Let’s look at the distribution of pH for all the samples:

In [7]:
dat.sample_metadata['ph'].hist()
Out[7]:
<matplotlib.axes._subplots.AxesSubplot at 0x1a0954f518>
In [8]:
dat.sort_samples('ph').sort_centroid(n=0.001).plot(sample_field='ph', gui='jupyter')
Out[8]:
<calour.heatmap.plotgui_jupyter.PlotGUI_Jupyter at 0x10600cf98>

We can then run regression analysis:

In [9]:
it = dat.regress('ph', RandomForestRegressor(random_state=0), cv=5, params=[{'n_estimators':3}, {'n_estimators': 500}])

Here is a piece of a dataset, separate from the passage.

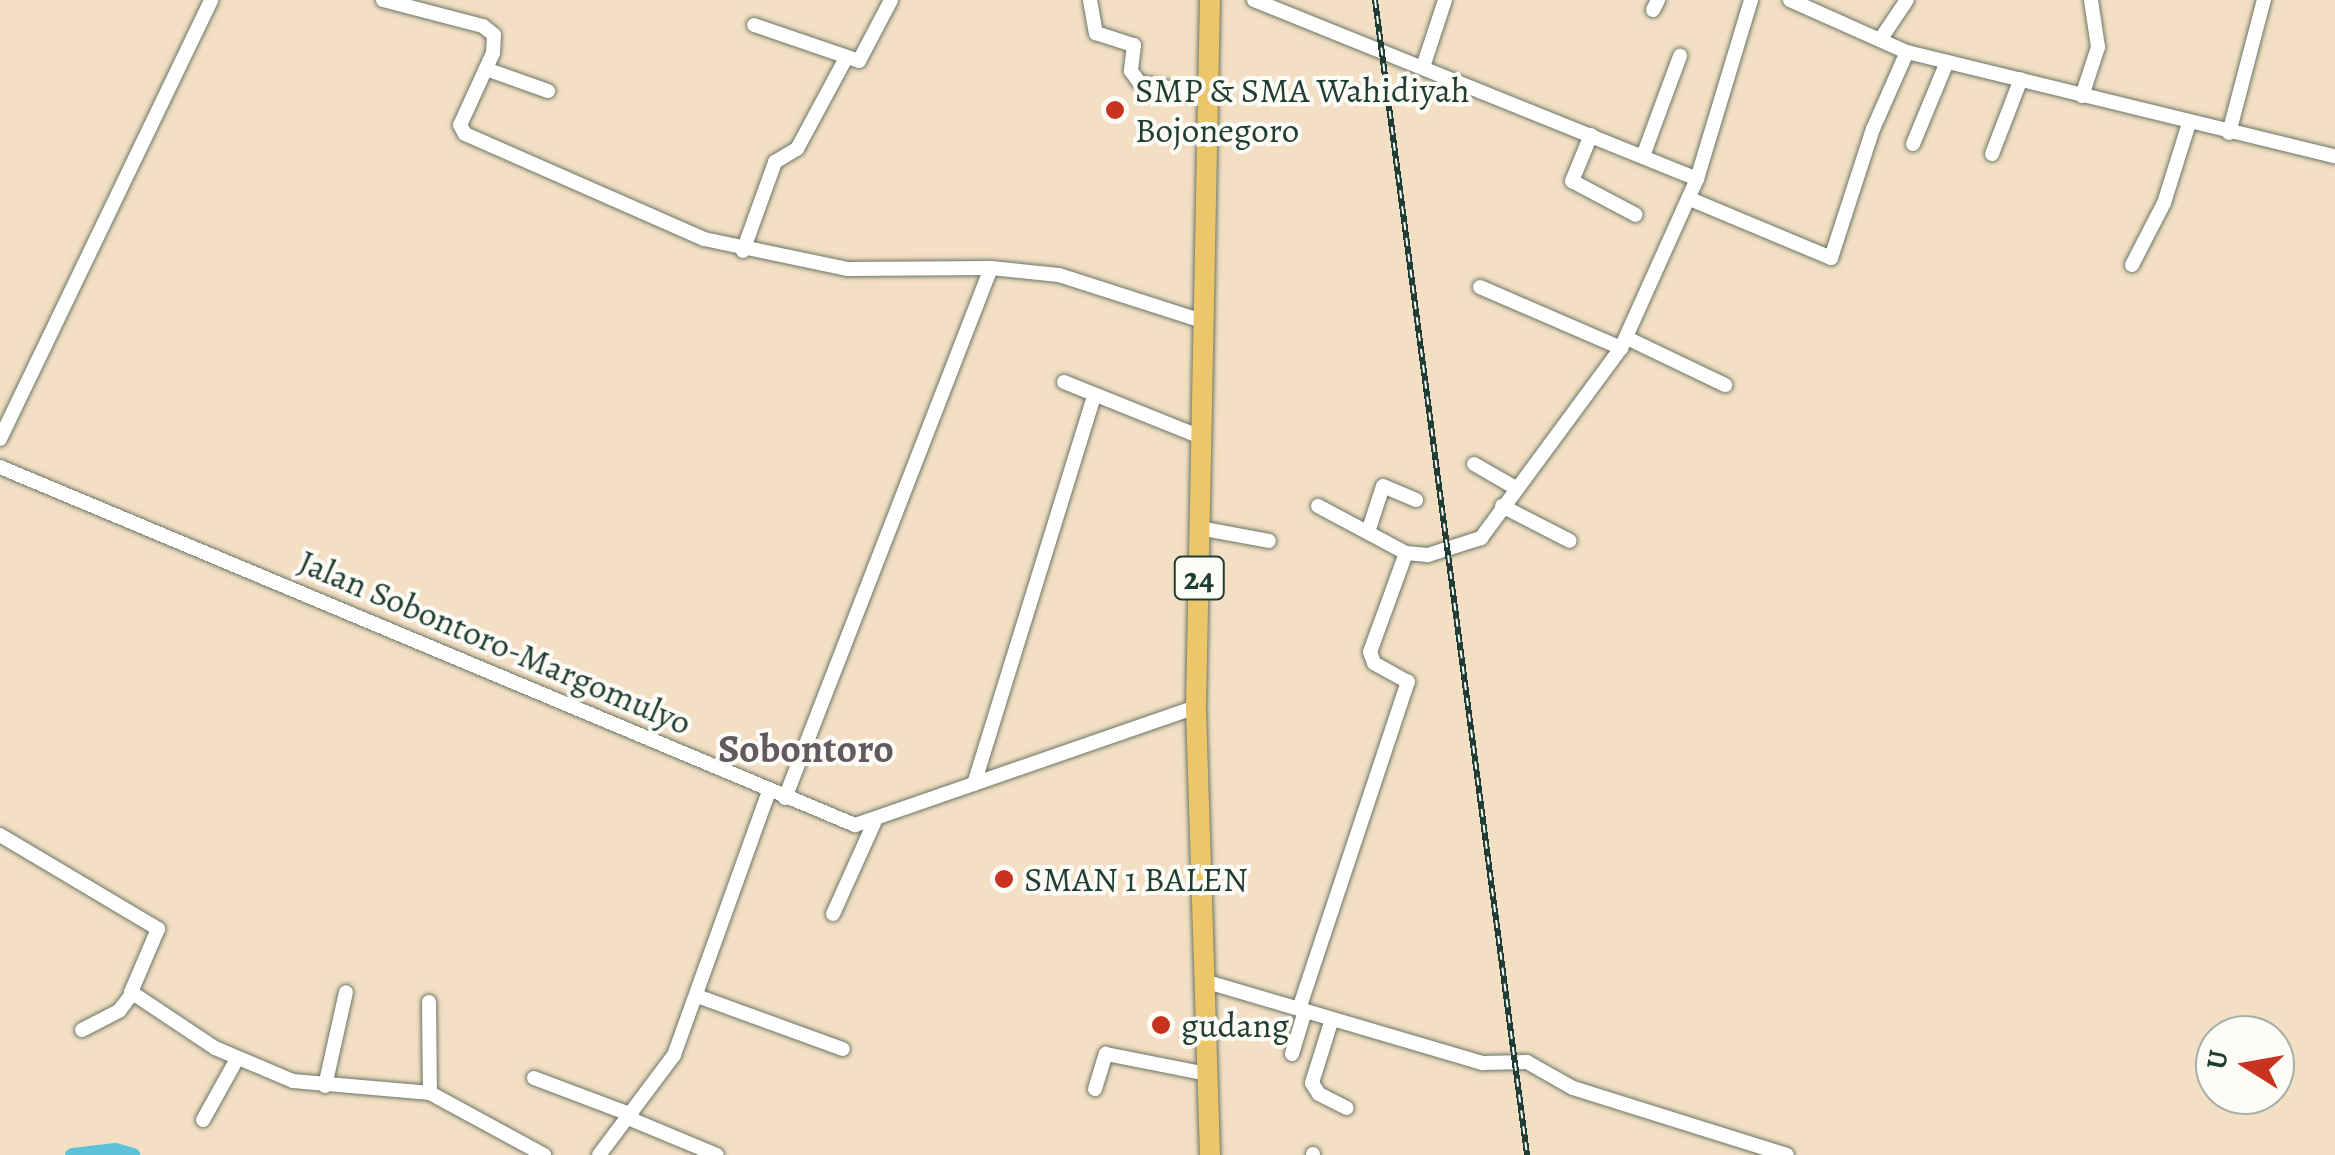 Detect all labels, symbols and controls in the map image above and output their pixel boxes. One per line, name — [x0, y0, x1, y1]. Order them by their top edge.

This function returns a generator, which yields the prediction result for each parameter set specified in params. Here we would like to see how the number of trees (named n_estimators) in the model impact its performance. The result with n_estimators = 10 is:

In [10]:
res1 = next(it)
In [11]:
res1.head()
Out[11]:
CV SAMPLE Y_PRED Y_TRUE
0 0 103.CA2 7.656667 8.02
1 0 103.CO3 7.143333 6.02
2 0 103.SR3 7.350000 6.95
3 0 103.IE2 5.726667 5.52
4 0 103.BP1 6.476667 7.53

We can plot out the result as following. Each dot is a sample with observed and predicted pH, colored by the fold of cross validation the sample is from. The diagonal line indicates perfect predition. The correlation coefficient and its p-value between the prediction and observation are also annotated around the top of the plot.

In [13]:
plot_scatter(res1, cv=True)
Out[13]:
<matplotlib.axes._subplots.AxesSubplot at 0x1a0929d908>

Let’s look at the result for n_estimators = 500:

In [14]:
res2 = next(it)
In [15]:
res2.head()
Out[15]:
CV SAMPLE Y_PRED Y_TRUE
0 0 103.CA2 7.02582 8.02
1 0 103.CO3 6.36924 6.02
2 0 103.SR3 7.51494 6.95
3 0 103.IE2 5.55394 5.52
4 0 103.BP1 7.03446 7.53
In [16]:
plot_scatter(res2, cv=True)
Out[16]:
<matplotlib.axes._subplots.AxesSubplot at 0x1a08fdbbe0>

From the plot, you can see, with more trees in the Random Forest model, the prediction is much better with a higher correlation coefficient.

Classification

We can do analysis similarly for classification. Let’s show it with another data set that was introduced in previous notebook.

In [23]:
dat=ca.read_amplicon('data/chronic-fatigue-syndrome.biom',
                     'data/chronic-fatigue-syndrome.sample.txt',
                     normalize=10000,min_reads=1000)
2018-08-13 14:28:32 WARNING These have metadata but do not have data - dropped: {'ERR1331814'}
In [24]:
print(dat)
AmpliconExperiment ("chronic-fatigue-syndrome.biom") with 87 samples, 2129 features

Let’s see if we can distinguish patient samples from control samples with classification:

In [25]:
dat.sample_metadata['Subject'].value_counts()
Out[25]:
Patient    48
Control    39
Name: Subject, dtype: int64
In [31]:
it = dat.classify('Subject', RandomForestClassifier(random_state=0), cv=RepeatedStratifiedKFold(5, 3), params=[{'n_estimators':3}, {'n_estimators': 500}])
In [32]:
res1 = next(it)
In [33]:
res1.head()
Out[33]:
Control Patient Y_TRUE SAMPLE CV
0 0.333333 0.666667 Patient ERR1331791 0
1 0.000000 1.000000 Control ERR1331854 0
2 0.333333 0.666667 Patient ERR1331838 0
3 0.666667 0.333333 Patient ERR1331789 0
4 0.333333 0.666667 Control ERR1331827 0

We can plot out the result as ROC curve or confusion matrix.

In [34]:
plot_roc(res1, classes=['Patient'])
Out[34]:
<matplotlib.axes._subplots.AxesSubplot at 0x1a16a8c400>

You can also plot confustion matrix:

In [42]:
plot_cm(res1)
Out[42]:
<matplotlib.axes._subplots.AxesSubplot at 0x1a169610b8>

Let’s look at the result for n_estimators = 500:

In [35]:
res2 = next(it)
In [36]:
res2.head()
Out[36]:
Control Patient Y_TRUE SAMPLE CV
0 0.172 0.828 Patient ERR1331790 0
1 0.548 0.452 Patient ERR1331844 0
2 0.588 0.412 Patient ERR1331843 0
3 0.634 0.366 Control ERR1331826 0
4 0.266 0.734 Patient ERR1331869 0
In [37]:
plot_roc(res2, classes=['Patient'])
Out[37]:
<matplotlib.axes._subplots.AxesSubplot at 0x1a16a9b198>

You can also plot confustion matrix:

In [41]:
plot_cm(res2, normalize=True)
Out[41]:
<matplotlib.axes._subplots.AxesSubplot at 0x1a090cc320>

From the confusion matrix and ROC plots, you can see, with more trees in the Random Forest model, similar to regression, the classification accuracy is much better.